DATASET CONTENT

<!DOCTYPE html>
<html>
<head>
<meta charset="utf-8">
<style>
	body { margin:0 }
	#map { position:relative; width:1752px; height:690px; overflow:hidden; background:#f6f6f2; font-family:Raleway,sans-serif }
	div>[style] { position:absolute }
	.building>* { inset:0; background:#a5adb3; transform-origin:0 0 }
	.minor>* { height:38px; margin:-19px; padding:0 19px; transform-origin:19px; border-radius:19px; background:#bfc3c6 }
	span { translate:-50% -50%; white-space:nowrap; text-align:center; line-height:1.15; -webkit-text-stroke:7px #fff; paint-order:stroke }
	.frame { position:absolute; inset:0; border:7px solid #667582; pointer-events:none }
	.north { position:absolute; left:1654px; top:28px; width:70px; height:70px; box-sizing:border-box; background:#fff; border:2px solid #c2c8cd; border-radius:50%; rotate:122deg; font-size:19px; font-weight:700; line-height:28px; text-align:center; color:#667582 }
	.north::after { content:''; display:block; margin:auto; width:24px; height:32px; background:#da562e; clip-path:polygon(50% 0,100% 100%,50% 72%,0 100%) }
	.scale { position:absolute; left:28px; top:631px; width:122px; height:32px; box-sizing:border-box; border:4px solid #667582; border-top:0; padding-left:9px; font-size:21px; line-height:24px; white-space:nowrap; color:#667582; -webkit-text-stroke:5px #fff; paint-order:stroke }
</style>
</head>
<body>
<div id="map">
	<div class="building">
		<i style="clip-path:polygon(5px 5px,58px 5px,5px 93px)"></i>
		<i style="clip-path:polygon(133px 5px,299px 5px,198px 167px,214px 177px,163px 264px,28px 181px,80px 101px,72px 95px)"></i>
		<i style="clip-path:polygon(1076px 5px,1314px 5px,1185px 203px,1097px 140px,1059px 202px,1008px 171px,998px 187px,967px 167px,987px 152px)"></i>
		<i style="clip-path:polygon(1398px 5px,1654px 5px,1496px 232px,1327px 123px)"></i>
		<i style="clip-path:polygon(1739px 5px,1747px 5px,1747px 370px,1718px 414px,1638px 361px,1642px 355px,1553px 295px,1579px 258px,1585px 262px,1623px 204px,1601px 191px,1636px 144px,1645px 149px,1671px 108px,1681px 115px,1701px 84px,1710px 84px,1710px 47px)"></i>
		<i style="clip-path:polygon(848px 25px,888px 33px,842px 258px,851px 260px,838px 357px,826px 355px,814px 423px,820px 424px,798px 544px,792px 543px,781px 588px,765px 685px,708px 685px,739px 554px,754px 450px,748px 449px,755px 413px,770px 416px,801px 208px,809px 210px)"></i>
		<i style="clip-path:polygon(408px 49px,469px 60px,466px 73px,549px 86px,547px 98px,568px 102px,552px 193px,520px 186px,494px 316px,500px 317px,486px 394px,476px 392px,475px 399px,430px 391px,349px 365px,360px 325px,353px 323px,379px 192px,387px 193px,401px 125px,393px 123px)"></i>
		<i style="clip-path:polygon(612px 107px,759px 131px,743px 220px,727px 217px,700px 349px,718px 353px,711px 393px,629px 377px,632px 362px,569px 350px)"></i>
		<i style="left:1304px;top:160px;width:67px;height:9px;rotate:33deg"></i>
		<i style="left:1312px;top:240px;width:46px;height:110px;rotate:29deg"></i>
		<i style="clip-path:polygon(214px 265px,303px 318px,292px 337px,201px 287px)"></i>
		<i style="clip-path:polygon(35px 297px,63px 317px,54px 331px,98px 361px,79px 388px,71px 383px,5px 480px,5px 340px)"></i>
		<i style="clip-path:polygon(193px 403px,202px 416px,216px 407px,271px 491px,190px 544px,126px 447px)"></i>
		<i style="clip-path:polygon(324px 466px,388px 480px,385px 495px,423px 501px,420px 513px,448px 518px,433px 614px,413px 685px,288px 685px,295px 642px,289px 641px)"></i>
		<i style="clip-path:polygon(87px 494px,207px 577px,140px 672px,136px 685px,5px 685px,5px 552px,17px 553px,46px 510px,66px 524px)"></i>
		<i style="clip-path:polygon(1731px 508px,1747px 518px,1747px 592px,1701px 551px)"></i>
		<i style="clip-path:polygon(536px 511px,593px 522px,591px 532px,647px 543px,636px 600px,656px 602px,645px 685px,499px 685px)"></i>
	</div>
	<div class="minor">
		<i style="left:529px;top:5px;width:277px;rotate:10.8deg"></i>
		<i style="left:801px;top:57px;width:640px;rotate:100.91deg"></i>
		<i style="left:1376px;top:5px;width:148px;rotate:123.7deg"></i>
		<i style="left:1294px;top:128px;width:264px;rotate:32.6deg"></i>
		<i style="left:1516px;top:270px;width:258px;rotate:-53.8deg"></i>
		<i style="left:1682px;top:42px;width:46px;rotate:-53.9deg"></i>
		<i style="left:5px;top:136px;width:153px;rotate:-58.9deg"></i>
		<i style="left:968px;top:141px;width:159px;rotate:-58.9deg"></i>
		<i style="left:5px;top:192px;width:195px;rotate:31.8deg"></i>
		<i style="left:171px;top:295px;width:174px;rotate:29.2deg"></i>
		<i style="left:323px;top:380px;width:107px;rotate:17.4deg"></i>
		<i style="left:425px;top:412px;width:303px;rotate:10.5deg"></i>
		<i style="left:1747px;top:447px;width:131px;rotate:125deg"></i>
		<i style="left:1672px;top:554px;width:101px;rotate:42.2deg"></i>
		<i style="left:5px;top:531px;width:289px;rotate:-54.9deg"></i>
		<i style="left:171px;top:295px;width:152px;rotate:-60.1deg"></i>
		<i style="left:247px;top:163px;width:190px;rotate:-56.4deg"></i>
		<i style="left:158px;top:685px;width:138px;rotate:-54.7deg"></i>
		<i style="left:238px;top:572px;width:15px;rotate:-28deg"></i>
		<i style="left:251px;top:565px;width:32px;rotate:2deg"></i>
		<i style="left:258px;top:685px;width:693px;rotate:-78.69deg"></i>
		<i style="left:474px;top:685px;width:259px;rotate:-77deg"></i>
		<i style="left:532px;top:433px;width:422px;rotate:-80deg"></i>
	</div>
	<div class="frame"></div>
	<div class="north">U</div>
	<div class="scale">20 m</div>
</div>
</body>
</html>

WHAT THE EXERCISE ASKS
Set down exactly the lines above that run from the start of the listing to the line with "position:relative; width:1752px; height:690px;". Leave out every later line.

OUTPUT FOR THIS TASK
<!DOCTYPE html>
<html>
<head>
<meta charset="utf-8">
<style>
	body { margin:0 }
	#map { position:relative; width:1752px; height:690px; overflow:hidden; background:#f6f6f2; font-family:Raleway,sans-serif }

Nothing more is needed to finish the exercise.